I once had a conversation with my graduate Ph.D.advisor, a pediatric oncologist and scientist, about the similarities in DNAsequence and genome structure between humans and other organisms. He, believing in Darwinian evolution, and I, believing that God created each organism separately, had very different perspectives on biology. But, he concluded that no matter which stance you take on the origin of life, evolution or creation, the way in which we conduct biomedical research is unchanged. Common ancestry due to macroevolution would be expected to lead to organism similarities, just as common design due to a Designer would also lead to similarities in organism structure and function. The point is that biology does make sense in light of creation. Statements made by individuals such as Moroz or Dobzhansky regarding the need for evolution to understand biology are nothing more than evolutionist propaganda, intending to use the letters behind one’s name to sway the population into believing that macroevolution must be fact.

Moroz did write correctly in his article that “many, if not most, breakthroughs in biology and medicine have come by studying experimental models representing the entire spectrum of the diversity of life: from bacteria to yeasts, from infusorians to algae, from hydra to squid and sea slugs” (p. 36). Obviously, scientists cannot use humans as their lab animals, so we use other organisms instead. Indeed, biomedical research relies upon model organisms such as the mouse, fly, worm, and yeast to model what is going on in humans. This modeling of physiology and disease pathology works because of the similarities all organisms share—including humans. However, what is important to note, and what Dr. Morov does not say, is that Darwinian macroevolution need not be true, let alone understood or taught to medical students, for these similarities to be utilized for biomedical research. God created humans, mice, flies, worms, and yeast with both their distinctions and similarities. This common design allows scientists to maximize on the similarities for research purposes.

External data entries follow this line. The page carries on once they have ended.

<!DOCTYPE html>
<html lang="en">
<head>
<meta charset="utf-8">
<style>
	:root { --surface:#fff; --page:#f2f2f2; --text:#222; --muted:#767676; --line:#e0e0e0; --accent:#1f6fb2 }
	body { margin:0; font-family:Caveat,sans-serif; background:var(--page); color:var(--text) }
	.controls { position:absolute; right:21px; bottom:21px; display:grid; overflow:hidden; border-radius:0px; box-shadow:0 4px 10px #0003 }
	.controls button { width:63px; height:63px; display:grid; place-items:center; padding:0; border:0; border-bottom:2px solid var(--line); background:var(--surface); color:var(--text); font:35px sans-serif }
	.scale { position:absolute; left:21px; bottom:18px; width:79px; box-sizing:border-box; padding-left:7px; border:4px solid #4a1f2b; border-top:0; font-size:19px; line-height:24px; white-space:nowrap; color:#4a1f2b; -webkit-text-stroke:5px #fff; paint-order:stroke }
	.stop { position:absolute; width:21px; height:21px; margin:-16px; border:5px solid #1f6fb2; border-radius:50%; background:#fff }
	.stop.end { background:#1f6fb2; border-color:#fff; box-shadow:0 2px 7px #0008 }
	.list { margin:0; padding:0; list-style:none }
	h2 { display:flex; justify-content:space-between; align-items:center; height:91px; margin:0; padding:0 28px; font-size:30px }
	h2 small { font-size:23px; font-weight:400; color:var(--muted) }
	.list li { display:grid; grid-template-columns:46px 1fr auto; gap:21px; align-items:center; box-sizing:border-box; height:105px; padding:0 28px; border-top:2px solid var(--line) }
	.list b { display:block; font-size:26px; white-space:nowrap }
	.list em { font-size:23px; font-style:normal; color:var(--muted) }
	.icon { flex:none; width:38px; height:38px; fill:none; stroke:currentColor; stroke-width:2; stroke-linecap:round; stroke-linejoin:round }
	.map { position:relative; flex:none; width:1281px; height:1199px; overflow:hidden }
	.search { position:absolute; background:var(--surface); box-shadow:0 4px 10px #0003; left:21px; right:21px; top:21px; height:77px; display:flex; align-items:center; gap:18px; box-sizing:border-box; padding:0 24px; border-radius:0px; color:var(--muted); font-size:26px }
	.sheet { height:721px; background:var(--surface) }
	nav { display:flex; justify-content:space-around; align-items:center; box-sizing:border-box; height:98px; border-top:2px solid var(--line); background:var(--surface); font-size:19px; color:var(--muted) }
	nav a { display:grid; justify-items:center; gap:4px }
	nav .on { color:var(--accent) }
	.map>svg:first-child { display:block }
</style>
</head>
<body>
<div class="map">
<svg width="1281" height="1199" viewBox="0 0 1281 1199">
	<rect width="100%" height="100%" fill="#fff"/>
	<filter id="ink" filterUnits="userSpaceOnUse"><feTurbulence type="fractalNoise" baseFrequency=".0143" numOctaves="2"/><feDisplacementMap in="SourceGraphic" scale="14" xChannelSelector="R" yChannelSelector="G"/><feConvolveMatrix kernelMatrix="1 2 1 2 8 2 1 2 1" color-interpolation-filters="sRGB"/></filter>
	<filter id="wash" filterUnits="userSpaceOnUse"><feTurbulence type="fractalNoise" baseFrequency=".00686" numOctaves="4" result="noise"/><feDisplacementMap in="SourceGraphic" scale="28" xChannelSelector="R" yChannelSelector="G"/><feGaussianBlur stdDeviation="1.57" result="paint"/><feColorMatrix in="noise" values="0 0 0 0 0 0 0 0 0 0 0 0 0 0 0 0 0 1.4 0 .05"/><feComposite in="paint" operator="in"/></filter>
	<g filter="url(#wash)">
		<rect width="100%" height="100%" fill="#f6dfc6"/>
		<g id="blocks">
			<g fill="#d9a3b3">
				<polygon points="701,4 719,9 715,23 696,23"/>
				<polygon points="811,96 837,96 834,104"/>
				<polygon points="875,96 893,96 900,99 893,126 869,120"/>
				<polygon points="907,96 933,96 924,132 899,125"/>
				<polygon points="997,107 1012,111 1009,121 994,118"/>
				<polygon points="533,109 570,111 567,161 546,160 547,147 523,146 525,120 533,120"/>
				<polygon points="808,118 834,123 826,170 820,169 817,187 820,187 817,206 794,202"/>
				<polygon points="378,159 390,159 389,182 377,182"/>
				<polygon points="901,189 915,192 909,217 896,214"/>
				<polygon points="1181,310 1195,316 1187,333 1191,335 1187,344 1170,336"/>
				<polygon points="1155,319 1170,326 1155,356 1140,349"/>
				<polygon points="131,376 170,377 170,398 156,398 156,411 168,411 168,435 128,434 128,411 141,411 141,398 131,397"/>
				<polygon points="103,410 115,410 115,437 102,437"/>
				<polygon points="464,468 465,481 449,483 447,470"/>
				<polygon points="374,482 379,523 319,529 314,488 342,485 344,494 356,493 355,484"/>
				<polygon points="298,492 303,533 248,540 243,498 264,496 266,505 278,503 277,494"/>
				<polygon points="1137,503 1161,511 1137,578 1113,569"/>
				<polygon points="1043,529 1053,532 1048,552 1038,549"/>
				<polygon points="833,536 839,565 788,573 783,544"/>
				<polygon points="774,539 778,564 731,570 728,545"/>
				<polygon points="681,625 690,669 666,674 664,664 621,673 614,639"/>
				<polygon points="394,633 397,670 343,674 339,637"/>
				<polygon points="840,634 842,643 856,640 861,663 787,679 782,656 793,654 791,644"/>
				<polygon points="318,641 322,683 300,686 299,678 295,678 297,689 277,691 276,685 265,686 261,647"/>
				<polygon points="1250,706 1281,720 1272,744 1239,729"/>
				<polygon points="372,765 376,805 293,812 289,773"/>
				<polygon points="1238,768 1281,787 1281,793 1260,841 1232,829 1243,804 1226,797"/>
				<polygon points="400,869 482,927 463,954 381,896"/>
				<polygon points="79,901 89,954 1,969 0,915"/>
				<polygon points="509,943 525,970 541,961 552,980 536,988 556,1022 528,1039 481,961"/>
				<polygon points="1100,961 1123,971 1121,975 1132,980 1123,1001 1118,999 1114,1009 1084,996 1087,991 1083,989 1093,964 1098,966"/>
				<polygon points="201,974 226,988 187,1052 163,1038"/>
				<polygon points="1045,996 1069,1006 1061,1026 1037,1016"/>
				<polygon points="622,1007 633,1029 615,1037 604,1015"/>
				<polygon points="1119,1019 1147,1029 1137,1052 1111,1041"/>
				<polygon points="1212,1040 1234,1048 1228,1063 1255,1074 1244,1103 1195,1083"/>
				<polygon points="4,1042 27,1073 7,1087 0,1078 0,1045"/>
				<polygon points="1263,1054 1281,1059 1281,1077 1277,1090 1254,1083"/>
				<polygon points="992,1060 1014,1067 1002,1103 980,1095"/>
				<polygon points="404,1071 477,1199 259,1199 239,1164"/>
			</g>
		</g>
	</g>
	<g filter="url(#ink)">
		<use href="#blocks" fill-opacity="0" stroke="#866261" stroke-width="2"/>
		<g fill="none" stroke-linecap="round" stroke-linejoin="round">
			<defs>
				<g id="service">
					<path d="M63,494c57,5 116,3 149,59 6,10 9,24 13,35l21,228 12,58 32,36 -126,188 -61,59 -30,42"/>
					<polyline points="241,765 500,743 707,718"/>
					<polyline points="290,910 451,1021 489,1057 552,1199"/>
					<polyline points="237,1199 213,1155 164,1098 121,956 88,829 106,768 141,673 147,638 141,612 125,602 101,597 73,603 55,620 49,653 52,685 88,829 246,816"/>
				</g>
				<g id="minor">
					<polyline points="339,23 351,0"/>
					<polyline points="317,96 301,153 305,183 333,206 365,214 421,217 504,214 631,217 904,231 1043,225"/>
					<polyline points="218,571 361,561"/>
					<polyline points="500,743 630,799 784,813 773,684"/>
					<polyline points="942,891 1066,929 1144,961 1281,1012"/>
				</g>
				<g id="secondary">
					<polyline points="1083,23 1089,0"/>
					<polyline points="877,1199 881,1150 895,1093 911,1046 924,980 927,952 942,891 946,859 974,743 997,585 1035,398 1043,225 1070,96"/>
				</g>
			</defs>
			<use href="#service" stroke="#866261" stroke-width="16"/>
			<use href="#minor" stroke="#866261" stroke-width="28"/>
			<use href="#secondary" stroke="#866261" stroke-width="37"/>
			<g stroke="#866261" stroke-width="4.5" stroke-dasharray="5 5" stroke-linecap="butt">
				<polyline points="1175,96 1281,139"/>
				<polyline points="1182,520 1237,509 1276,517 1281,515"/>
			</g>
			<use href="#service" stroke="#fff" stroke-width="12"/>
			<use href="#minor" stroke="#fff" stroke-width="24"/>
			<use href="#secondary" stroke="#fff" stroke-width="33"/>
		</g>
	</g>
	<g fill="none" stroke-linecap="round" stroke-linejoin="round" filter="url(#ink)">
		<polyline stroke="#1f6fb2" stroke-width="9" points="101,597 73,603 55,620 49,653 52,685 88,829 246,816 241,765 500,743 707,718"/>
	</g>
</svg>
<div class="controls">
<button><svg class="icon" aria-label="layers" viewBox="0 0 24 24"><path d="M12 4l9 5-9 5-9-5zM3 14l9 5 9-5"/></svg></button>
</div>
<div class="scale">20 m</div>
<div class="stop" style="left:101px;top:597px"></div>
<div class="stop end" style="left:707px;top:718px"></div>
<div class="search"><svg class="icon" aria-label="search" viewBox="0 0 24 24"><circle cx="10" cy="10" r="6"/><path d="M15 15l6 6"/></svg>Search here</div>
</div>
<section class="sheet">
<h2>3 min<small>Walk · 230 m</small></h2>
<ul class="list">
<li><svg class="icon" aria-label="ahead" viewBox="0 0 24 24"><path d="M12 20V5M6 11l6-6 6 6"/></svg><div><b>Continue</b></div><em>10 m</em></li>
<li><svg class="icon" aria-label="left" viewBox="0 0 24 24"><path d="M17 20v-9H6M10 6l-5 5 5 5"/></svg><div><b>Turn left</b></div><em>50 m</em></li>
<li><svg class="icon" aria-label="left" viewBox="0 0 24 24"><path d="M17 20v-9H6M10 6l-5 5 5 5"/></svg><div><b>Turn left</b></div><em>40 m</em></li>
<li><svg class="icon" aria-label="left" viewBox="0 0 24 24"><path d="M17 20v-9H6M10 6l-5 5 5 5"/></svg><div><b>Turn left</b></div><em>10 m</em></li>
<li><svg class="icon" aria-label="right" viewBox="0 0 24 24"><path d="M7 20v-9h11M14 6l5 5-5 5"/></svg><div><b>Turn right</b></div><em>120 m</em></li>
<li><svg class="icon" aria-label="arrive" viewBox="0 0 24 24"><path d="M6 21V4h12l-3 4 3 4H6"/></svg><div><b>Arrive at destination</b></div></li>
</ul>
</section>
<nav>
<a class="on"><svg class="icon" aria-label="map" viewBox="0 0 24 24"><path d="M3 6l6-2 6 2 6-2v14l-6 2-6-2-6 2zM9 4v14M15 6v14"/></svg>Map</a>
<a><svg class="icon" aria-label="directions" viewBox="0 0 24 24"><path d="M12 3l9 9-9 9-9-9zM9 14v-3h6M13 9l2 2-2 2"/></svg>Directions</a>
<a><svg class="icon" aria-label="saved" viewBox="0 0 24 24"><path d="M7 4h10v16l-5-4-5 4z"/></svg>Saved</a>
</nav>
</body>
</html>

While I took no formal courses in evolutionary biology during my own graduate coursework, I was exposed to some evolutionary theory embedded in courses such as biochemistry. On one particular biochemistry exam, I was posed with observations about the similarities and differences between protein amino acid sequences among various species and asked, “How do you account for these observations?” My response on the exam read: “I account for this observation by believing that God created these proteins in this manner,” followed by, “The evolutionist accounts for this observation by.…” I received 80% credit for my response, but more interestingly, the professor wrote these words below my response: “This particular belief will make it more difficult for you to function as a professional biologist.” Did this statement turn out to be true? No. I have functioned well, perhaps excellently in my professional career. I have published research in top-tier journals and won awards. I do not mention these things to boast, but rather to prove that biology does not depend on evolution, just as medicine does not depend on evolution.

The topic of evolutionary theory in biomedical curricula is complex. The principles of microevolution would likely be beneficial for both future researchers and physicians if they can be worked into an already content-heavy curriculum. But, Darwinian evolutionary theory, biodiversity, and speciation do not belong in biomedical or medical curricula. As scientists, physicians, and medical educators make decisions regarding curriculum reform, let us hope that prudent wisdom will prevail over the biased agenda of many staunch macroevolutionists.


Moroz, Leonid (2010), “The Devolution of Evolution,” The Scientist, 24(11):36.

“Evolution in Health and Medicine Special Feature” (2010), Proceedings of the National Academy of Sciences, 107(suppl. 1):1691-1807, January 26.

Nesse, Randolph M., et al. (2010), “Making Evolutionary Biology a Basic Science for Medicine,” Proceedings of the National Academy of Sciences, 107[suppl. 1]:1806, January 26.